Beliefs among exit poll respondents also depended on the racial composition of their precinct and how closely their precinct was located to to the scene of Michael Brown’s death.  In both predominantly white precincts, the belief that Wilson was seriously injured was more prevalent in the precinct further from the site of Wilson’s confrontation with Brown.  In the precinct closest to the scene of Brown’s death — at Koch Elementary School about half a mile away — none of the respondents, all of whom were black, believed that Wilson was seriously injured.

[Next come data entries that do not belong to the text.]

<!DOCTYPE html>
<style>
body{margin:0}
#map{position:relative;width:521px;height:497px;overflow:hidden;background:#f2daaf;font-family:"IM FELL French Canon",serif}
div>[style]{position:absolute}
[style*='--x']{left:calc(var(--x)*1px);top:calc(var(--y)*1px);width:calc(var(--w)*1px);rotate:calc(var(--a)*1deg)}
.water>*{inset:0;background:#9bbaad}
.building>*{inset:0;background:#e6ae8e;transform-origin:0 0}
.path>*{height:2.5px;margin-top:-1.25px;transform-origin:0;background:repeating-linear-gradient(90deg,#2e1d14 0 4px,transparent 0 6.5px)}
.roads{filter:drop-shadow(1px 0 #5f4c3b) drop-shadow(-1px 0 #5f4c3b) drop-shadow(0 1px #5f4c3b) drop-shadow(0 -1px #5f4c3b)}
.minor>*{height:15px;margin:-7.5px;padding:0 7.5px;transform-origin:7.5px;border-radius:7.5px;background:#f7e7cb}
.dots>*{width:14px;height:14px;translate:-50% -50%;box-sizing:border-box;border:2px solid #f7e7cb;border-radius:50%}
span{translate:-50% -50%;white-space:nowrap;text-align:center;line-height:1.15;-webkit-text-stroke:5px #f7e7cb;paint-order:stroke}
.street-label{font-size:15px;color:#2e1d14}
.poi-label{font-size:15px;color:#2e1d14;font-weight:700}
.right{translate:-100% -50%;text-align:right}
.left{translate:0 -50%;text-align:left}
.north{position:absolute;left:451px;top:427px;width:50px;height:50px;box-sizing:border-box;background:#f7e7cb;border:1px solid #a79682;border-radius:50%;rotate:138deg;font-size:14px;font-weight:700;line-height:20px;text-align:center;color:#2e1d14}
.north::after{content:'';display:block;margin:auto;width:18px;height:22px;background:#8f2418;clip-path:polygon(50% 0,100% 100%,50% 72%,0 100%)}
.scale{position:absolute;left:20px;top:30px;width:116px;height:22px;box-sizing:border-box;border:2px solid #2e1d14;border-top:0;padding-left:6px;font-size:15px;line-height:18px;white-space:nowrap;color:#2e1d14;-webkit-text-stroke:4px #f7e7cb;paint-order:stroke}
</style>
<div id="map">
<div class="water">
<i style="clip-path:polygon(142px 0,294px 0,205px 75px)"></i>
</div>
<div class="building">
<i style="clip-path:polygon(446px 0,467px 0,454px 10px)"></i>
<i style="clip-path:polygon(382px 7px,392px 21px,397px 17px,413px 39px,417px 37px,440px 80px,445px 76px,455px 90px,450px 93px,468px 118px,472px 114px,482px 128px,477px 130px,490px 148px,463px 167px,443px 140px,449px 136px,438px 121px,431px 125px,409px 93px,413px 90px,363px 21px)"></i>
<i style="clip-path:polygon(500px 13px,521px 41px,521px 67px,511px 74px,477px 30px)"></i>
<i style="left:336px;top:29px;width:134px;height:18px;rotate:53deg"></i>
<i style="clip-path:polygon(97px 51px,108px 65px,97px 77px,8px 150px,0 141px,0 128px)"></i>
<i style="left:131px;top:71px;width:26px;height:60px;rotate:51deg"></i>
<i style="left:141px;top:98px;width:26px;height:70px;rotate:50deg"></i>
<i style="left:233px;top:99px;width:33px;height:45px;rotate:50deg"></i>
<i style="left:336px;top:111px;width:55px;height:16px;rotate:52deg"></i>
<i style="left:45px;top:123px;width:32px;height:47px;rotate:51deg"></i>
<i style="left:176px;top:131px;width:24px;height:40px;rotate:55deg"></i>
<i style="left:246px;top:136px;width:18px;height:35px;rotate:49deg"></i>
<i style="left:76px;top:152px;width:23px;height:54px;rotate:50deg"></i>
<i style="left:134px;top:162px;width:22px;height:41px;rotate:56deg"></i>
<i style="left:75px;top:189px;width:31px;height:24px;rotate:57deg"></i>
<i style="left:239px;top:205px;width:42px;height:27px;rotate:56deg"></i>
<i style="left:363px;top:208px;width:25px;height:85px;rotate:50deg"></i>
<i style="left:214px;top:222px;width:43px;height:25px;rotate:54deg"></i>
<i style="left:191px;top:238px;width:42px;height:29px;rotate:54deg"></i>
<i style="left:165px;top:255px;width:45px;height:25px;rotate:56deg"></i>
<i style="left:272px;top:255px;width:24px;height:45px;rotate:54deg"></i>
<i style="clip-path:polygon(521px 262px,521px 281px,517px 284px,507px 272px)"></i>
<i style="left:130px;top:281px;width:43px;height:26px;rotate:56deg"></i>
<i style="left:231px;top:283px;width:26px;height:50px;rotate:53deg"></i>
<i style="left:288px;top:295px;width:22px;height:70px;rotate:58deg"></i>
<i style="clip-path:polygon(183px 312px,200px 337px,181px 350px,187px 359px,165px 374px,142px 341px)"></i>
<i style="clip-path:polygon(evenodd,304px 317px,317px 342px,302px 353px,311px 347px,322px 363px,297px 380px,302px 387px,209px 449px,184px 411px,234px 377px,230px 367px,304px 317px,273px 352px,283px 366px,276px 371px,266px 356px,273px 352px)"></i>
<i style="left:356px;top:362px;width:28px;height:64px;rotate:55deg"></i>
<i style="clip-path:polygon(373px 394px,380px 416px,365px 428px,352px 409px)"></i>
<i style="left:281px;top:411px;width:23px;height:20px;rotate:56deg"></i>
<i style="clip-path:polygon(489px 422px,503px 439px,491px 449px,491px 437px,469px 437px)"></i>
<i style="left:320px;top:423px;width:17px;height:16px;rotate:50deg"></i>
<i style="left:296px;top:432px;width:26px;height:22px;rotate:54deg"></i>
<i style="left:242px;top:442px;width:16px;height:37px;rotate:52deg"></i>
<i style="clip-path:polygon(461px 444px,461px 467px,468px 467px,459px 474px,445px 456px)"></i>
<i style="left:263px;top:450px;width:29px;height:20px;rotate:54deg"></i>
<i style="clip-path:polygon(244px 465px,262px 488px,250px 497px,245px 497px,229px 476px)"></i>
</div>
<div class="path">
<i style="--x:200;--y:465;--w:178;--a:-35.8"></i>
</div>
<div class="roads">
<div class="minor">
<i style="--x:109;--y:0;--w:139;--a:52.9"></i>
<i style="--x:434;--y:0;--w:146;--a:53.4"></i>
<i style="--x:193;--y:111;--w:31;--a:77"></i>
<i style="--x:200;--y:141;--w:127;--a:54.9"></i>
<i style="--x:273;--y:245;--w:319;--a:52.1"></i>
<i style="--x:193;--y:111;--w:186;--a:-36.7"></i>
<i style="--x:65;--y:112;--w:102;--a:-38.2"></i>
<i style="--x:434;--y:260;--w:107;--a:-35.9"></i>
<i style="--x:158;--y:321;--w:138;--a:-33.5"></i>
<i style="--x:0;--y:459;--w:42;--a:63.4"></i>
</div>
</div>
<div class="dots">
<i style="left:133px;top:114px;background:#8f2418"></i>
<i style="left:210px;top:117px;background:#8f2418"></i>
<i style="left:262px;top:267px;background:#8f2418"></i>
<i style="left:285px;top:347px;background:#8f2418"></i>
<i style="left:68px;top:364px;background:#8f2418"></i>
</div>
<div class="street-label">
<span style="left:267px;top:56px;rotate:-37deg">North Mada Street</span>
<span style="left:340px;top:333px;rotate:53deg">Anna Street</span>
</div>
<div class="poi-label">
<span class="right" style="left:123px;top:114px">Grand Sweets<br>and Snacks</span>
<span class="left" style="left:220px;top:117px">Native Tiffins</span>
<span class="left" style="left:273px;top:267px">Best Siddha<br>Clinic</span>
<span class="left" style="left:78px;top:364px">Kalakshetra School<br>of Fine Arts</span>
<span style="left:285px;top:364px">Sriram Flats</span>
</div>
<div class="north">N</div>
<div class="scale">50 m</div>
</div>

While the nation continues to learn about the racial and economic disparities in Ferguson, public debates over police shootings will affect communities outside the St. Louis suburb. Social scientists are just beginning to understand how these debates affect how both police officers and suspects are understood by the public, and thus the impressions they form about law enforcement. In an ongoing study, Chance, David Kimball and I are investigating how witness accounts, police statements and local media coverage shape public opinion.
These information channels and the institutions that sustain them — which Joshua Tucker and Clarissa Hayward have already discussed — likely only reinforce the differences in how racial groups respond to police shootings.
Adriano Udani is an assistant professor of political science at the University of Missouri at St. Louis.